- **EXERCISE**
Leaving the pictures aside, transcribe every line below exactly.
═══ THE DATA ═══
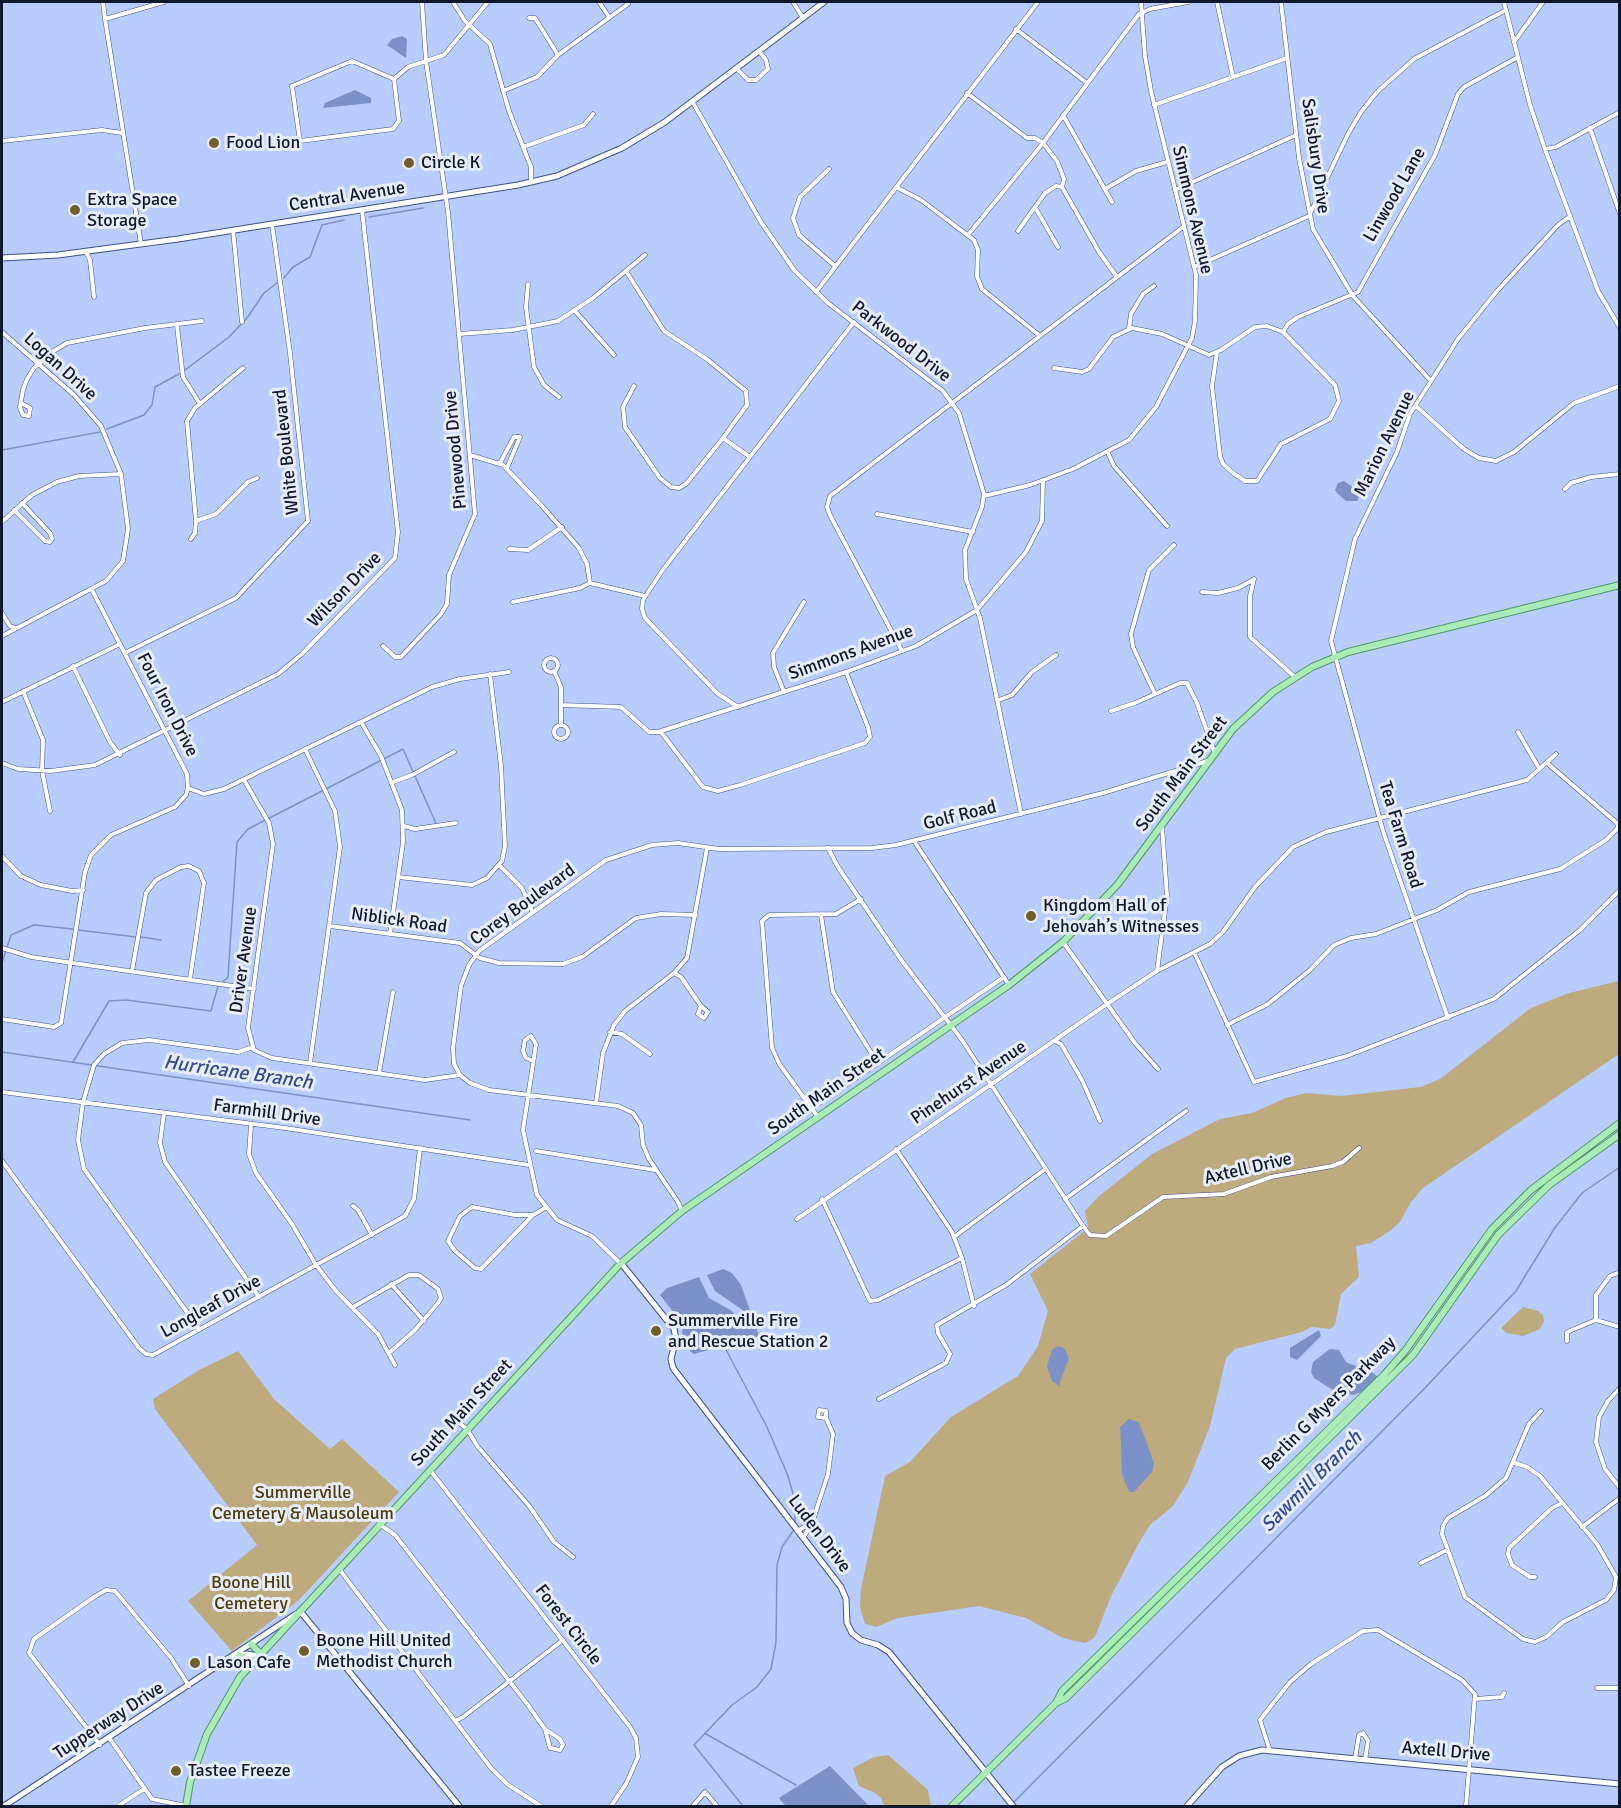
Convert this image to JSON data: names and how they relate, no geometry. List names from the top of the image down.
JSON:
{
  "streets": {
    "main road": ["South Main Street", "Berlin G Myers Parkway"],
    "street": [
      "Salisbury Drive",
      "Linwood Lane",
      "Central Avenue",
      "Simmons Avenue",
      "Parkwood Drive",
      "Logan Drive",
      "Marion Avenue",
      "Pinewood Drive",
      "White Boulevard",
      "Wilson Drive",
      "Four Iron Drive",
      "Golf Road",
      "Tea Farm Road",
      "Corey Boulevard",
      "Niblick Road",
      "Driver Avenue",
      "Pinehurst Avenue",
      "Farmhill Drive",
      "Axtell Drive",
      "Longleaf Drive",
      "Luden Drive",
      "Forest Circle",
      "Tupperway Drive"
    ]
  },
  "crossings": [
    ["Salisbury Drive", "Linwood Lane"],
    ["Salisbury Drive", "Marion Avenue"],
    ["Central Avenue", "Parkwood Drive"],
    ["Central Avenue", "Pinewood Drive"],
    ["Central Avenue", "White Boulevard"],
    ["Central Avenue", "Wilson Drive"],
    ["Logan Drive", "Four Iron Drive"],
    ["Marion Avenue", "South Main Street"],
    ["Marion Avenue", "Tea Farm Road"],
    ["White Boulevard", "Four Iron Drive"],
    ["Wilson Drive", "Four Iron Drive"],
    ["South Main Street", "Golf Road"],
    ["South Main Street", "Tea Farm Road"],
    ["South Main Street", "Luden Drive"],
    ["South Main Street", "Forest Circle"],
    ["South Main Street", "Tupperway Drive"],
    ["Golf Road", "Corey Boulevard"],
    ["Tea Farm Road", "Pinehurst Avenue"],
    ["Corey Boulevard", "Niblick Road"],
    ["Farmhill Drive", "Longleaf Drive"],
    ["Berlin G Myers Parkway", "Luden Drive"]
  ],
  "water": ["Hurricane Branch", "Sawmill Branch"],
  "parks": ["Summerville Cemetery & Mausoleum", "Boone Hill Cemetery"],
  "places": [
    "Food Lion",
    "Circle K",
    "Extra Space Storage",
    "Kingdom Hall of Jehovah’s Witnesses",
    "Summerville Fire and Rescue Station 2",
    "Boone Hill United Methodist Church",
    "Lason Cafe",
    "Tastee Freeze"
  ]
}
═══
- **EXERCISE ANSWER**
Convert this image to JSON data: names and how they relate, no geometry. List names from the top of the image down.
JSON:
{
  "streets": {
    "main road": ["South Main Street", "Berlin G Myers Parkway"],
    "street": [
      "Salisbury Drive",
      "Linwood Lane",
      "Central Avenue",
      "Simmons Avenue",
      "Parkwood Drive",
      "Logan Drive",
      "Marion Avenue",
      "Pinewood Drive",
      "White Boulevard",
      "Wilson Drive",
      "Four Iron Drive",
      "Golf Road",
      "Tea Farm Road",
      "Corey Boulevard",
      "Niblick Road",
      "Driver Avenue",
      "Pinehurst Avenue",
      "Farmhill Drive",
      "Axtell Drive",
      "Longleaf Drive",
      "Luden Drive",
      "Forest Circle",
      "Tupperway Drive"
    ]
  },
  "crossings": [
    ["Salisbury Drive", "Linwood Lane"],
    ["Salisbury Drive", "Marion Avenue"],
    ["Central Avenue", "Parkwood Drive"],
    ["Central Avenue", "Pinewood Drive"],
    ["Central Avenue", "White Boulevard"],
    ["Central Avenue", "Wilson Drive"],
    ["Logan Drive", "Four Iron Drive"],
    ["Marion Avenue", "South Main Street"],
    ["Marion Avenue", "Tea Farm Road"],
    ["White Boulevard", "Four Iron Drive"],
    ["Wilson Drive", "Four Iron Drive"],
    ["South Main Street", "Golf Road"],
    ["South Main Street", "Tea Farm Road"],
    ["South Main Street", "Luden Drive"],
    ["South Main Street", "Forest Circle"],
    ["South Main Street", "Tupperway Drive"],
    ["Golf Road", "Corey Boulevard"],
    ["Tea Farm Road", "Pinehurst Avenue"],
    ["Corey Boulevard", "Niblick Road"],
    ["Farmhill Drive", "Longleaf Drive"],
    ["Berlin G Myers Parkway", "Luden Drive"]
  ],
  "water": ["Hurricane Branch", "Sawmill Branch"],
  "parks": ["Summerville Cemetery & Mausoleum", "Boone Hill Cemetery"],
  "places": [
    "Food Lion",
    "Circle K",
    "Extra Space Storage",
    "Kingdom Hall of Jehovah’s Witnesses",
    "Summerville Fire and Rescue Station 2",
    "Boone Hill United Methodist Church",
    "Lason Cafe",
    "Tastee Freeze"
  ]
}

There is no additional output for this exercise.